Cities and states in the US are banning employers from asking for candidates' salary history, as part of an effort to eliminate the gender wage gap.
• Cities, states, and territories around the US are banning employers from asking for a job candidate's pay history.
• Some laws just ban public employers from asking, while others ban public and private employers.
• The pattern is part of an effort to eliminate the gender wage gap.
If there's one thing job seekers hate, it's the dreaded salary question: "How much did you make in your last job?"
Interviewees just can't win when it comes to this inquiry.
Answer honestly, and you might get low-balled when it comes to your starting salary. Fudge your past earnings, and you risk getting caught in a lie and terminated.
The recent trend is all part of a push to fight wage discrimination and the gender pay gap. Women earn 79 cents for every dollar men earn, Business Insider previously reported. The theory is that salary history questions can inadvertently cause these inequalities to snowball over time.
Founder of New York City-based search firm Atlas Search Peter Riccio has researched both the pay gap and the new laws.
"The gender pay gap starts after graduation," Riccio told Business Insider "Women in the workforce are coming into salary negotiations behind. Offers are calculated largely — not solely — but largely based off of what that candidate is currently earning."
His firm has implemented a total ban on the salary question — not just for New York City-based clients, but for all clients. Riccio said that he believes the laws banning the salary question will help to fight the gender wage gap.

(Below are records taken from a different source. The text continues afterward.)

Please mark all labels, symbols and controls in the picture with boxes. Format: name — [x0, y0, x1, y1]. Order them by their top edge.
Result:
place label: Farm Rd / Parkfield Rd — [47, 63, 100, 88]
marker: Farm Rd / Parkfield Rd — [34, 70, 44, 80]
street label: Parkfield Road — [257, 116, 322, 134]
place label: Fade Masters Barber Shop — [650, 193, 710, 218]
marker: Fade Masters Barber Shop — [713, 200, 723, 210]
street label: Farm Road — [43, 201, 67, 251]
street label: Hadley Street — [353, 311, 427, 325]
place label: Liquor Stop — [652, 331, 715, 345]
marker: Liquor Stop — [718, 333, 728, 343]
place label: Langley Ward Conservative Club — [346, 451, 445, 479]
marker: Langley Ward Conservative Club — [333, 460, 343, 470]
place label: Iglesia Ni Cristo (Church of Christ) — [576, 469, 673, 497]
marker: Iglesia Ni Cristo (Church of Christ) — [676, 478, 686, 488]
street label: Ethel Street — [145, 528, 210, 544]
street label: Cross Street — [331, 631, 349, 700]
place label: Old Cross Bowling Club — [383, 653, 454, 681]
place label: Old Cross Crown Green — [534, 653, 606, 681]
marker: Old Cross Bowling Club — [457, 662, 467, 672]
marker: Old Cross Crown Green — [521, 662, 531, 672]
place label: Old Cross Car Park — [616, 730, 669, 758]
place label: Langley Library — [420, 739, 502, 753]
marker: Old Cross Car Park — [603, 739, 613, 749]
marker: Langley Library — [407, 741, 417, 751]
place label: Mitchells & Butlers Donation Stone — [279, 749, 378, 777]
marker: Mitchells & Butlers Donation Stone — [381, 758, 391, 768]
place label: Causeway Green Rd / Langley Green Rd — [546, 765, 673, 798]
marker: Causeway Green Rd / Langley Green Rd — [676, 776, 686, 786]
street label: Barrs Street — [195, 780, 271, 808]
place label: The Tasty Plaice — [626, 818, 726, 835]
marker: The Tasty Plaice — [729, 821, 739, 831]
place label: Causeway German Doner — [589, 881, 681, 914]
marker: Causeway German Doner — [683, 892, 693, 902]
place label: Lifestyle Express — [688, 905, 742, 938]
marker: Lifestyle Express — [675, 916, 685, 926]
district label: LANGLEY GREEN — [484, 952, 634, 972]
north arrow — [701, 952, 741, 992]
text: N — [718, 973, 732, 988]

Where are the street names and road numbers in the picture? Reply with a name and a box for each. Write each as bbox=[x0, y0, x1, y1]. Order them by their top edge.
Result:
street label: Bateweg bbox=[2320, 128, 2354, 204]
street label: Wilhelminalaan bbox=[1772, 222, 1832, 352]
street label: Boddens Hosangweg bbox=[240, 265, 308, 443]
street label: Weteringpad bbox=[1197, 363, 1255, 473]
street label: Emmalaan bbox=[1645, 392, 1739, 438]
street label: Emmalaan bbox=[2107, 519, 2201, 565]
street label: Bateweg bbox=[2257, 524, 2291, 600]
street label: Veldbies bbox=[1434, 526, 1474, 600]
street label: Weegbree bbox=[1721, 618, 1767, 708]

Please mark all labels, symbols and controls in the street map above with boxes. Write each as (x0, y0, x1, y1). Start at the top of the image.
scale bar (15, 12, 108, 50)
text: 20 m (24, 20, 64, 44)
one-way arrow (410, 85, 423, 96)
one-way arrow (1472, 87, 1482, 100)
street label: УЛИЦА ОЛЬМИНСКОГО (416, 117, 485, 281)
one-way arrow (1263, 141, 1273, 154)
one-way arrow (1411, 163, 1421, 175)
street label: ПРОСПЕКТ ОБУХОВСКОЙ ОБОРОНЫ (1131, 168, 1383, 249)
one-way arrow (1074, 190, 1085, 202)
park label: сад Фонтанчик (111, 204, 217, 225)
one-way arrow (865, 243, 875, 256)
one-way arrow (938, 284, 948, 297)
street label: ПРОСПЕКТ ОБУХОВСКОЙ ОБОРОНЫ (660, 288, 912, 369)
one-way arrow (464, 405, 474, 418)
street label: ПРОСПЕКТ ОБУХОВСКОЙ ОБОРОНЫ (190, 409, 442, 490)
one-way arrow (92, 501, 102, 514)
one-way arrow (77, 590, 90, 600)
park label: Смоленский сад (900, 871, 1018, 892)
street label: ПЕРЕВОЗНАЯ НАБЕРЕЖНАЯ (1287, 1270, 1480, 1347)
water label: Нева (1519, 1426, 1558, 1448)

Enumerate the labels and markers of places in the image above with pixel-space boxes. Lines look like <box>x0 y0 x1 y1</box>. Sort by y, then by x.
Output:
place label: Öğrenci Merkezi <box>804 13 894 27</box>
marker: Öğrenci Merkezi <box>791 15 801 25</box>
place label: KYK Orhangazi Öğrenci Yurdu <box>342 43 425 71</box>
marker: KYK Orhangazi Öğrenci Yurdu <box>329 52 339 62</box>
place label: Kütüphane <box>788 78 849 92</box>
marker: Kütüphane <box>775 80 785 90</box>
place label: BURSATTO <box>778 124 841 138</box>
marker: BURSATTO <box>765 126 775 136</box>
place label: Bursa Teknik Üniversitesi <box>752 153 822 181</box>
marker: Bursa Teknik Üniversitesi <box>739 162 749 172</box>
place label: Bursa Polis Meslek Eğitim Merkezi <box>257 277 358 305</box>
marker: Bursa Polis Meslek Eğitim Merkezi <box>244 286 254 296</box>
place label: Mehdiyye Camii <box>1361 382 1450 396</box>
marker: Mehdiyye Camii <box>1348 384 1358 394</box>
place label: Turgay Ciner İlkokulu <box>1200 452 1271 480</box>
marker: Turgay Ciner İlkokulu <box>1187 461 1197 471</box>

And Riccio added that such rules will likely not only benefit women, but all individuals who might be hurt by the salary history question, like workers on visas and employees moving from an area with a low cost of living to an area with a higher cost of living.
"Now, the offers are going to be made more based on the candidate's capability and skill set," Riccio said.
Here are the cities and states where the salary question is banned or set to be banned in the near future, in some capacity:
In addition to the localities marked on this map, Maryland has a bill floating around its legislature that would enact a similar ban, WAMU 88.5 reported.
On the opposite side of it, according to the Chicago Sun-Times, Illinois' legislature did pass a similar ban, but it was vetoed by governor Bruce Rauner.
And Bloomberg reported that Michigan and Wisconsin have prohibited such bans on salary history questions.